Task directions:
Examine each line of the data, and copy the ones containing "note".

Stored items:
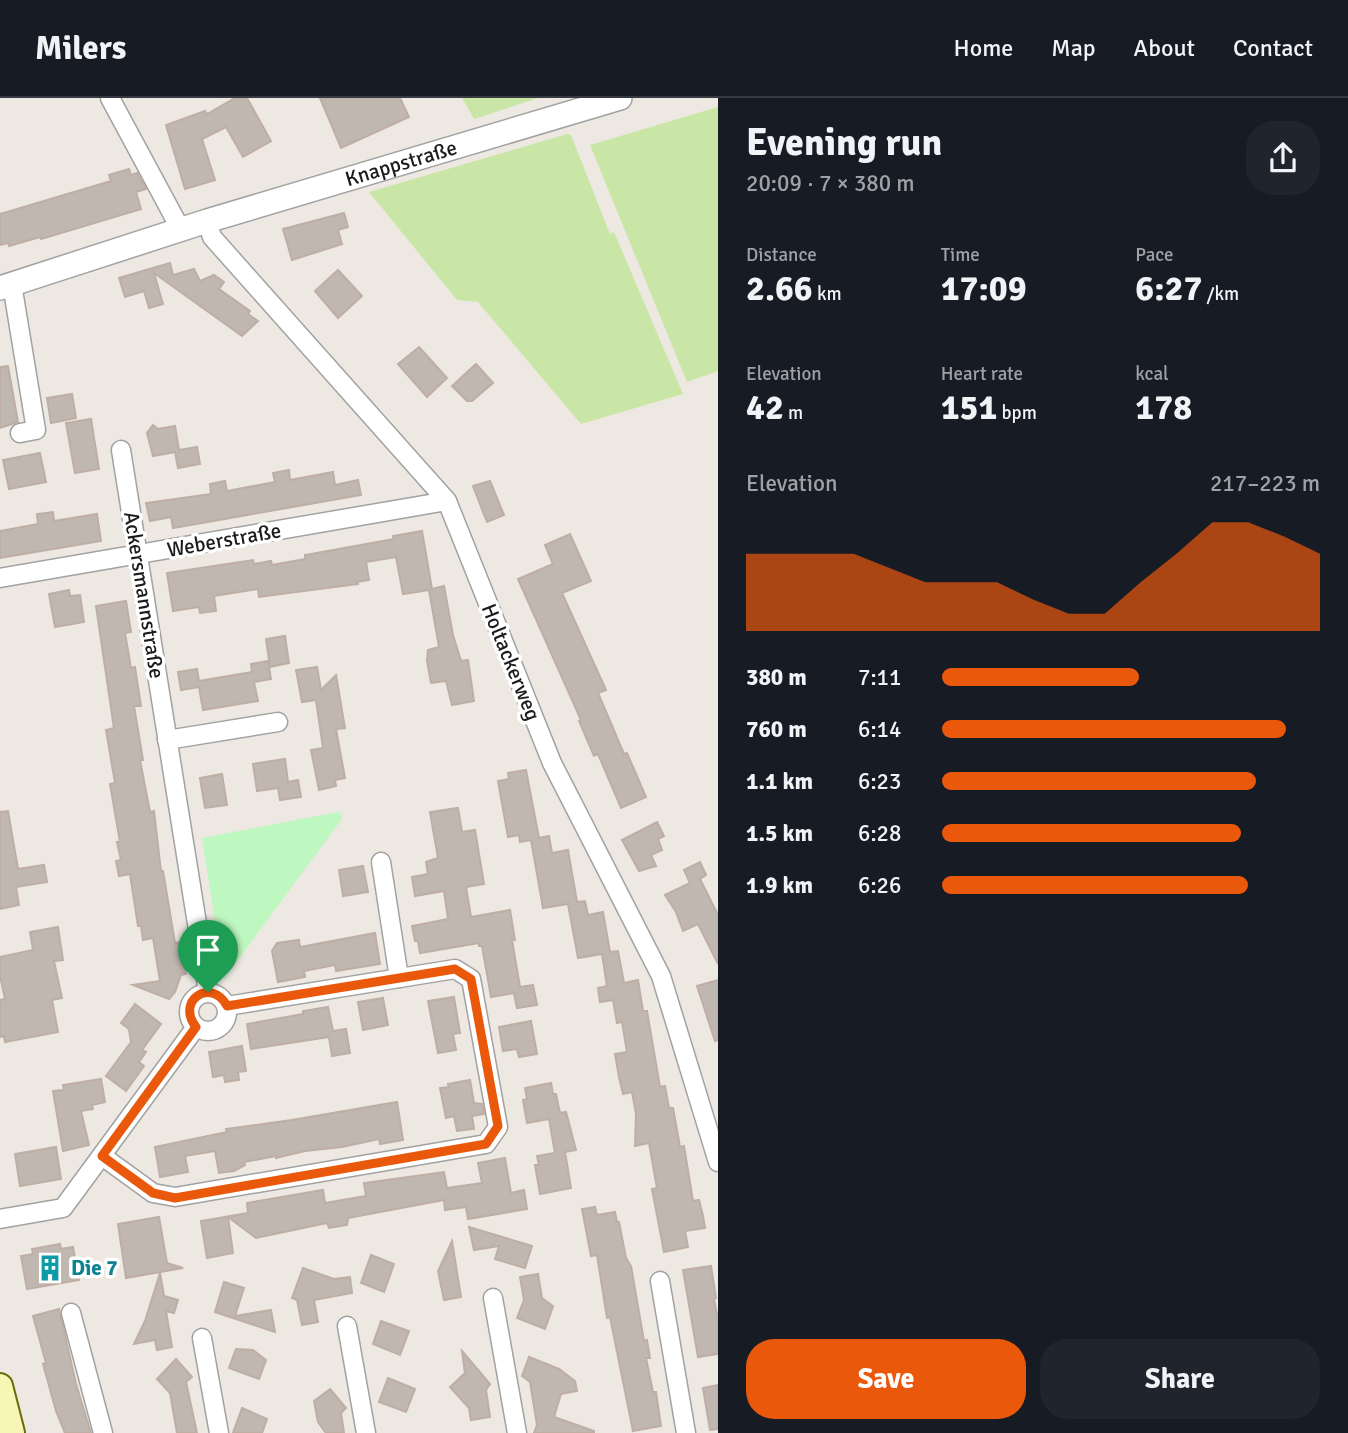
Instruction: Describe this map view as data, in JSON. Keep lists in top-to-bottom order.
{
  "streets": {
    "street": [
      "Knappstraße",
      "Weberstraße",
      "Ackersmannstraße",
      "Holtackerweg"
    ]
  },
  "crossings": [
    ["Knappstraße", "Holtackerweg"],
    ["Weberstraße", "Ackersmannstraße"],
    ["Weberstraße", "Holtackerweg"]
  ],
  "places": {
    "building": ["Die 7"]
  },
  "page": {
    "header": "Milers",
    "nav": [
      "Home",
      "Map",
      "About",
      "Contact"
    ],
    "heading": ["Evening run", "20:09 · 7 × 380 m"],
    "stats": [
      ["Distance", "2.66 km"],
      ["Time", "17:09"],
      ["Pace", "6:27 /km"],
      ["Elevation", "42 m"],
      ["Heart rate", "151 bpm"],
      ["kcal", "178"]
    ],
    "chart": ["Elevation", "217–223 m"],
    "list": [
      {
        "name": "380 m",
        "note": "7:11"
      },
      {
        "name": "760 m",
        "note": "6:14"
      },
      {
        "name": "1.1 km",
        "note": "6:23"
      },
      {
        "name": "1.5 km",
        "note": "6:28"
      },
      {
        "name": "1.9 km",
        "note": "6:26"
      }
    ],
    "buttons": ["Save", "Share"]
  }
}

Exercise answer:
        "note": "7:11"
        "note": "6:14"
        "note": "6:23"
        "note": "6:28"
        "note": "6:26"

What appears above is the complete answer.